I’ve never been the type of girl that looked in the mirror and fell in love with what was staring back at me. As I grew up, I was constantly wearing cover-ups to the beach, or walking by the mirror a little faster so I didn’t have time to dwell on the things I hated most.
I thought that I was not capable, or even worthy of someone else’s time and appreciation. I grew to accept this as a part of me in which I had to deal with, but you would not.
You took your time with me and was patient with every breakdown and panic attack I had, and took each day on with a wide smile and words of encouragement.
You took time to show me that there were parts of me that were worth loving. That no matter how hurt I had been in the past, there was always room for growth and love.
You told me that I was a sunflower and I needed to let the light in and let it engulf me so that I could grow.
You showed me the things you loved about me one by one, and made sure that I knew and believed you.
You saw me as beautiful in my most vulnerable states. You praised the parts of me that I hated most; thank you for that.
Thank you for your constant affection and adoration. Whether you realize it or not, you slowly have shone light on the darkest parts of me and what used to be dark corners are now blossoming pieces of me that I have learned to love.
My reflection is not my defining factor; I am full of love and hope, and my intellect has me shooting for the stars.
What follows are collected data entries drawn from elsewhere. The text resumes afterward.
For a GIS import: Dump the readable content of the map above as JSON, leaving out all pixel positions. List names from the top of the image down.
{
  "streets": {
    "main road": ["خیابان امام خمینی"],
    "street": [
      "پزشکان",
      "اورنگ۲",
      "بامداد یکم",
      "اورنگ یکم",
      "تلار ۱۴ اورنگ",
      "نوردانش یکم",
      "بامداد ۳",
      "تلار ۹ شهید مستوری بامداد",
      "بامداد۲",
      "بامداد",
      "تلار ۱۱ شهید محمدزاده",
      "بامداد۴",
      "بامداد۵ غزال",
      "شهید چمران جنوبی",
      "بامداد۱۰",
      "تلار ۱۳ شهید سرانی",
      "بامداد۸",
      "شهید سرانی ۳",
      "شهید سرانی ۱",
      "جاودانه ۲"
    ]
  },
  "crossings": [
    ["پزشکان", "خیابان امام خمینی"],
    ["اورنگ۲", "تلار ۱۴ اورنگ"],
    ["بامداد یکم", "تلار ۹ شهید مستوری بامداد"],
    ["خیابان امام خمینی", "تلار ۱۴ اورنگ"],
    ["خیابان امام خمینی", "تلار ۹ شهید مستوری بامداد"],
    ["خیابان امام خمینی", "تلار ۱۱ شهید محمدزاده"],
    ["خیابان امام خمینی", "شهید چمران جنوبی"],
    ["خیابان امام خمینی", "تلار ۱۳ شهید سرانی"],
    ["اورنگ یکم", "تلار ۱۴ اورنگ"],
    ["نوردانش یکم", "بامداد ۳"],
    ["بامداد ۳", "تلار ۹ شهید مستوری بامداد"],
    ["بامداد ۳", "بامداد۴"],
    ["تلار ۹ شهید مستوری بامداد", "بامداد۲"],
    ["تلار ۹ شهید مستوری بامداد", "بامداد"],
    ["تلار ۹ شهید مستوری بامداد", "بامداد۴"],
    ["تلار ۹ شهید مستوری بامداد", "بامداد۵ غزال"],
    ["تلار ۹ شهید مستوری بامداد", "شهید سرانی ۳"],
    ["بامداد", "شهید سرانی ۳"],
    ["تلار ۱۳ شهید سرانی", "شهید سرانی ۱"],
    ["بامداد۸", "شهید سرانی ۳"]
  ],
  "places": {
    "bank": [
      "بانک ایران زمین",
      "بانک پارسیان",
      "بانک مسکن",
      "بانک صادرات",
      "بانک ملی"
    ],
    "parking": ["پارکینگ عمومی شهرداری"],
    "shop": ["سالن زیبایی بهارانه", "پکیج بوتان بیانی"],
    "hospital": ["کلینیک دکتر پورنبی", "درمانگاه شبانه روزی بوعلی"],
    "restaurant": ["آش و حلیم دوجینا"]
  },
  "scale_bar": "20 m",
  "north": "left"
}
But to have full confidence in myself, I must be confident of what I show to other people.
I have fallen in love with myself and have become more comfortable with the person I am becoming. I have slowly began to smile more, make conscious effort to notice the little details about myself that I did not notice before.
I have learned to see myself for what I truly am; and that is beautiful.
I now look in the mirror most mornings, and am pleased with what looks back at me; a confident and optimistic person who is one step closer to taking on this world and becoming part of something amazing.
Learning to love you has also helped me to love myself, and I cannot thank you enough for that.